As a career type, it is extremely difficult for her to accept this fog in her head. “Normally I give 120 percent, now a maximum of 70 percent is possible.” In the beginning there was only a phone call in the morning and an email in the afternoon. “After that I had to lie down.”

The virus hit the woman from Graz three times
In the fall, the doctors diagnosed Long Covid in Graz. “I was glad there was finally a name for it.” Because when she first became ill with Corona in March 2020 and the symptoms lasted for five months, it was said that she was imagining it. It wasn’t until she contracted the virus for the second time in September that she was taken seriously. “The rescue was even there.” She was plagued with severe symptoms, she also had pain in her legs and hyperventilated when standing up. “I’ve had these problems ever since.”

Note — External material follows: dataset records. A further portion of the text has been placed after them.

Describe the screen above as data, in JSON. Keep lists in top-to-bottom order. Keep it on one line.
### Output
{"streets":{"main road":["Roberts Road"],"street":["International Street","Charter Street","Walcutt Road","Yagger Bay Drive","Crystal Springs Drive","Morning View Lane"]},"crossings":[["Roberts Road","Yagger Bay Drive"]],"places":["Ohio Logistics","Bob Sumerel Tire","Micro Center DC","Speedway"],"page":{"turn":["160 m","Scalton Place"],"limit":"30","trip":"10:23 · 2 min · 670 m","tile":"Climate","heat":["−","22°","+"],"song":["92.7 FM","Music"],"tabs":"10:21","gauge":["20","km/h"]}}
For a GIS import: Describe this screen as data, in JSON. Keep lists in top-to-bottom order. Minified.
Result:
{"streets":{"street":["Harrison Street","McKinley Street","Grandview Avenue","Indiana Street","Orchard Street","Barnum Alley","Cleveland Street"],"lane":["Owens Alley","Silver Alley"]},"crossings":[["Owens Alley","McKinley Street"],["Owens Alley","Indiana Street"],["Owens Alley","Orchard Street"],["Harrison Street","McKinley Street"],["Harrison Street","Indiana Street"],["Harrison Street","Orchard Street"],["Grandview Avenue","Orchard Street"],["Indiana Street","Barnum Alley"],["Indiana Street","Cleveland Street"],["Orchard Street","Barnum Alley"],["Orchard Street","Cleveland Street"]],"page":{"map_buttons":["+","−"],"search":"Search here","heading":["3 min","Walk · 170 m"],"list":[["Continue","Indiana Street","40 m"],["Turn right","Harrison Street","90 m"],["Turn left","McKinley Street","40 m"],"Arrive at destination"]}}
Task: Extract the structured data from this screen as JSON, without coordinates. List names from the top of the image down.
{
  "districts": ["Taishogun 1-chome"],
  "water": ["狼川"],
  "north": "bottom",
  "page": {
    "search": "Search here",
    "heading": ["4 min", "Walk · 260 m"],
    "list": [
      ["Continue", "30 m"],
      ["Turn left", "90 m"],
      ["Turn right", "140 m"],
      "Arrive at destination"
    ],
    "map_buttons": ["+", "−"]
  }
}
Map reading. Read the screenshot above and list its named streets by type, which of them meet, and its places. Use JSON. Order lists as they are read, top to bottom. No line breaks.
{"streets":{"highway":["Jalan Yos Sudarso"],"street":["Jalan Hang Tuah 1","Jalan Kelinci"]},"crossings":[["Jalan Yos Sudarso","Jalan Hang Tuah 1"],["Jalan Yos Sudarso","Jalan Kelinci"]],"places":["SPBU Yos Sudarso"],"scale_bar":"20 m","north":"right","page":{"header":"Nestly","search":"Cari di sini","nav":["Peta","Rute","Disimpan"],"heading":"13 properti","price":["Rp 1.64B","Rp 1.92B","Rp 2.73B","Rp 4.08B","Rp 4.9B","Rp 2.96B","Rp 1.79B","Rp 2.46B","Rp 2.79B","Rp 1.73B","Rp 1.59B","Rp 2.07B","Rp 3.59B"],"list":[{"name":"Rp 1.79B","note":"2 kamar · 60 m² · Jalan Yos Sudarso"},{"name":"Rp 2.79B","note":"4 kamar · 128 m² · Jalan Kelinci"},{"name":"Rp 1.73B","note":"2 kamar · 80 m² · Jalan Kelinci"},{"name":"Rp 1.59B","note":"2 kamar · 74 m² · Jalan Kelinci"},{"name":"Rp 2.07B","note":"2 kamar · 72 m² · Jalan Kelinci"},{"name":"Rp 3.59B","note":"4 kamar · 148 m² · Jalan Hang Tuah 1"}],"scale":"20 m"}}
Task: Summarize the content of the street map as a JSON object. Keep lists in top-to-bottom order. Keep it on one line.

The Styrian, who lives in Vienna, is currently at the end of her rehabilitation. Breathing exercises, strength training, ergometers and psychological support are on the agenda there. “It’s very important to do that. Only you are immediately frustrated or you exaggerate. Doing something continuously under medical supervision helps.” A few weeks ago, Covid overtook her for the third time, and many complaints became stronger again.

“You shouldn’t compare past performance”
Mentally, Johanna has come a long way: “In the beginning you don’t want to admit it. But I have learned not to compare my performance with that before the disease.”

She has now accepted that things are no longer the same physically as they were before. When she was able to get the mail in February without panting, it was a highlight for her: “Otherwise I always had to walk very slowly.”

Doctors have different prognosis
Gradually she goes uphill, the rehabilitation works. “But I still have a headache, a high pulse and I’m really tired!” The prospect of the 33-year-old? “The doctors said there will be ups and downs. Some expect it to disappear. It’s life on the back burner. I try to make the best of it every day.”